Neil Young in concerto nel 2019 (LaPresse) 

dinosauri rock

Neil Young è un vecchietto ma non si nota. "Barn" è il nuovo disco con i Crazy Horse

Nicola Contarini

Sempre più curvi, sempre più artritici, il solitario canadese e i suoi compagni di viaggio non rinunciano al suono di ruggine delle loro chitarre. Tra slanci di responsabilità (niente tour finché si rischia il contagio) e la malinconia di vendere il proprio catalogo per fare cassa

Neil Young è un “Canerican”, e lo canta fiero nella quarta traccia di “Barn”, nuovo disco in compagnia dei Crazy Horse uscito venerdì scorso. Perché il rocker è oggi cittadino canadese e americano. Nato a Toronto nel 1945, una vita trascorsa negli Stati Uniti rivendicando con fierezza la sua alterità, a gennaio 2020 ha preso la cittadinanza a stelle e strisce per votare contro Donald Trump. 

  

  

Oltre che “Canerican”, Neil Young è anche un vecchietto, così come i Crazy Horse, la sua storica band di supporto. Più vecchi da sempre in realtà, più curvi, più sfatti. Il chitarrista Frank “Poncho” Sampedro, per esempio, oggi ha l’artrite, vive alle Hawaii, coltiva l’orto e fa il bagno con i delfini. E così il "Cavallo pazzo" ha dovuto chiedere in prestito un componente alla E Street Band di Bruce Springsteen: Nils Lofgren, storico collaboratore di The Boss, sostituisce Sampedro alla seconda chitarra. A completare la band c'è Billy Talbot al basso e Ralph Molina alla batteria.

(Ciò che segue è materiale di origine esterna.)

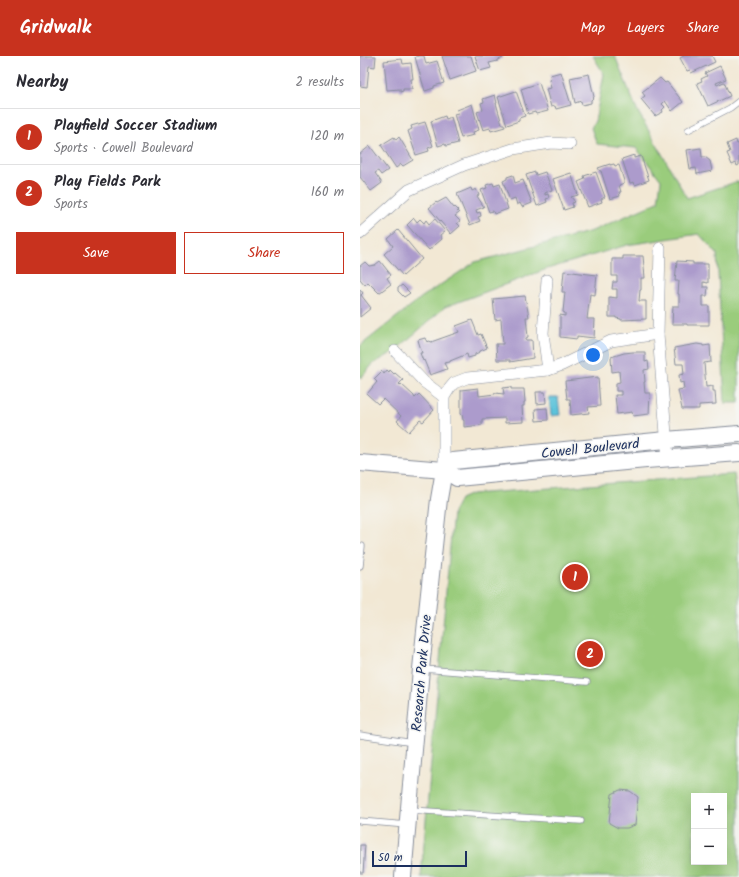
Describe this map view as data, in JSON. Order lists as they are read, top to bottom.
{
  "streets": {
    "main road": ["Cowell Boulevard", "Research Park Drive"]
  },
  "crossings": [
    ["Cowell Boulevard", "Research Park Drive"]
  ],
  "scale_bar": "50 m",
  "page": {
    "header": "Gridwalk",
    "nav": ["Map", "Layers", "Share"],
    "heading": ["Nearby", "2 results"],
    "list": [
      {
        "mark": "1",
        "name": "Playfield Soccer Stadium",
        "note": "Sports · Cowell Boulevard",
        "value": "120 m"
      },
      {
        "mark": "2",
        "name": "Play Fields Park",
        "note": "Sports",
        "value": "160 m"
      }
    ],
    "buttons": ["Save", "Share"],
    "pins": ["1", "2"],
    "map_buttons": ["+", "−"],
    "scale": "50 m"
  }
}
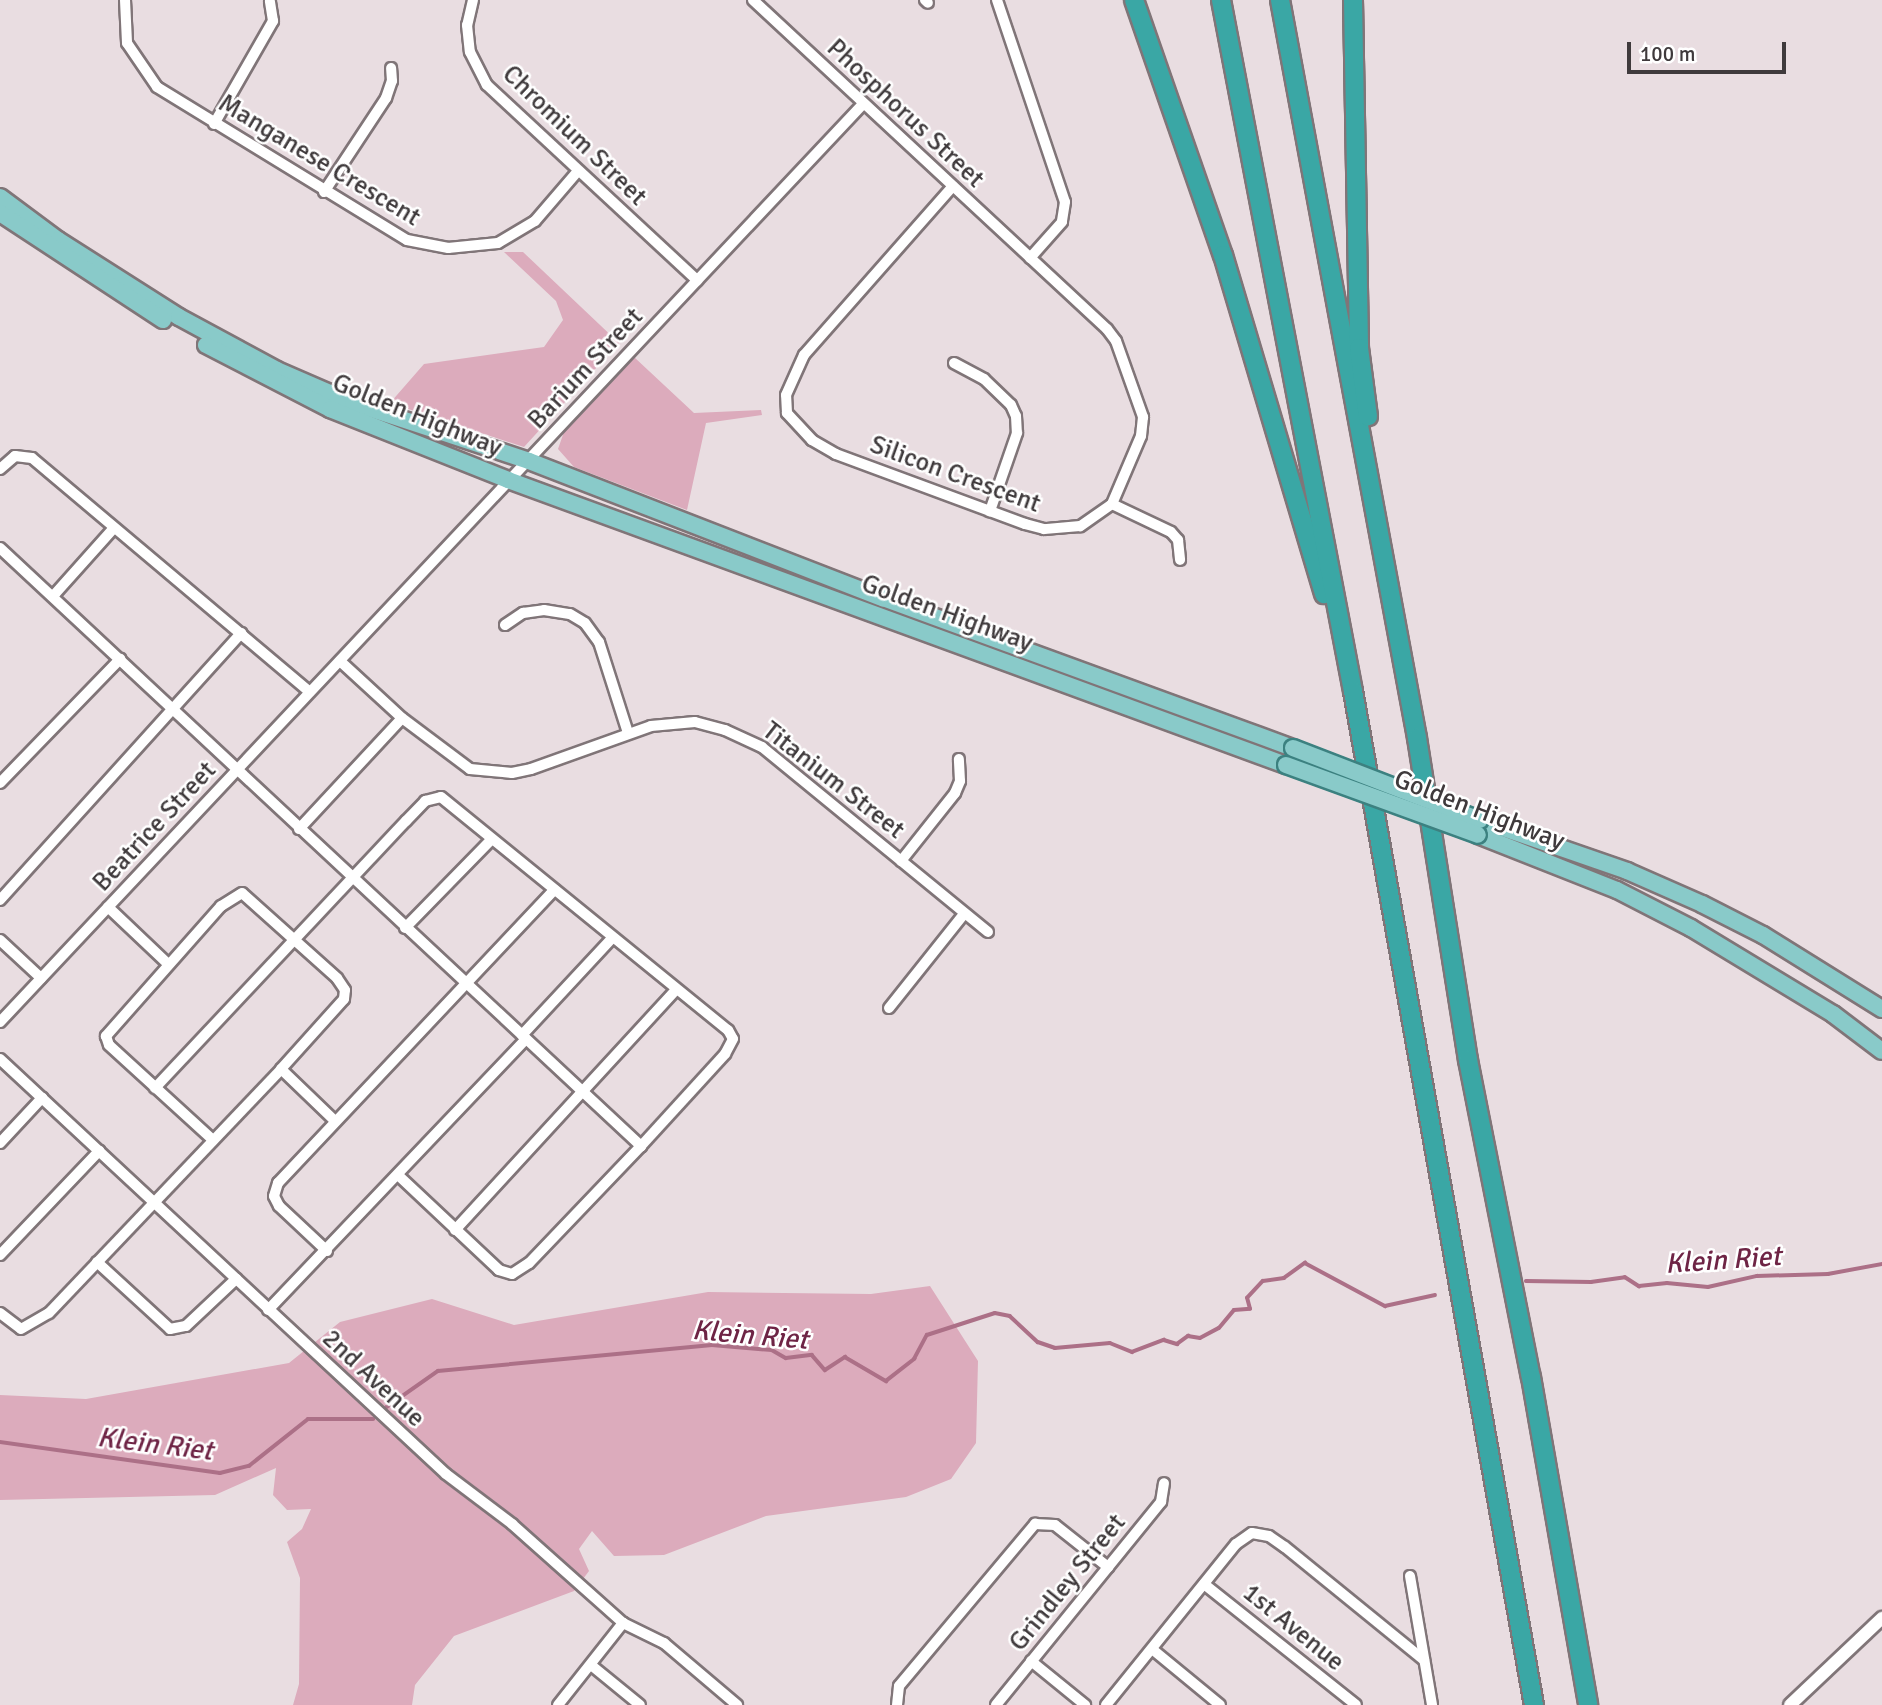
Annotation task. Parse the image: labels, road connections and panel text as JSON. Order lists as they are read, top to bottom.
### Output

L’album “Barn” segue “Colorado” del 2019, sempre con Lofgren, e la sostituzione non è cosa da poco: Sampedro pestava sulle corde, era capace di ripetere per decine di minuti lo stesso accordo e intanto Young si prendeva il suo tempo, ricamando assoli che hanno fatto scuola per lo spazio che corre tra una nota e l’altra. Lofgren è più raffinato, nella E Street Band è lui il virtuoso, il suo assolo nella versione live di “Because the Night” è un torrente in piena che toglie il respiro. 

    

E così, vuoi per il contributo di Lofgren, vuoi perché a 76 anni si è un po’ meno vigorosi, in questi ultimi due dischi targati Neil Young & Crazy Horse non si ascolta il muro del suono che ha reso “Rust Never Sleeps” del ’79, o “Ragged Glory” del ’90, dei monoliti proto-grunge (muro del suono eretto per l’ultima volta nel 2012 con “Psychedelic Pill”). In “Barn”, come in “Colorado”, c’è tanto country, Young torna a soffiare nell’armonica, il rock si alterna a canzoni acustiche. Ma la voce del canadese è semplicemente la stessa di sempre, all’estremo opposto di quel Bob Dylan la cui ugola è mutata da un disco all’altro come nessuna mai. 

  

Così “Song of the Seasons” ci introduce con un soffuso accompagnamento di fisarmonica, prima di ricordarci cosa significa un disco suonato con i Crazy Horse: il raspare della chitarra elettrica, la Old Black, sempre la stessa dal 1968, un’esplosione di elettroni in “Heading West” e “Human Race”, fino all’immancabile cavalcata da otto minuti di “Welcome Back”. E poi il pianoforte, nostalgico in “Thumblin’ Thru The Years”, ubriaco in “Change Ain’t Never Gonna”. Ma il tono minore, la tristezza sfumata che è il sentimento proprio del solitario canadese, viene fuori in “They Might Be Lost”: un’attesa indefinita nel luogo dello spirito americano che è il portico di casa. 

  

  

Neil Young è un vecchietto, ma non si nota. Continua a sfornare dischi a un ritmo relativamente impressionante, non va in tour perché ha paura che il pubblico si contagi – altro che Eric Clapton contro la dittatura sanitaria. Ma come molti colleghi dinosauri, ha venduto una parte del proprio catalogo: a inizio 2021, cedendo al fondo di investimento Hipgnosis metà dei diritti di copyright delle 1180 canzoni del suo catalogo, per una cifra che non è stata rivelata. Poco prima la Universal Music Group, in competizione con questi fondi di investimento, aveva pagato quasi 400 milioni di dollari per acquistare il catalogo di Bob Dylan. L’ultimo arrivato è Springsteen, la sua trattativa con la Sony è stata rivelata a inizio novembre. Come ha detto Merck Mercuriadis, fondatore e Ceo di Hipgnosis: “Una mossa folle di Donald Trump influenzava il prezzo dell’oro o del petrolio, non delle canzoni”.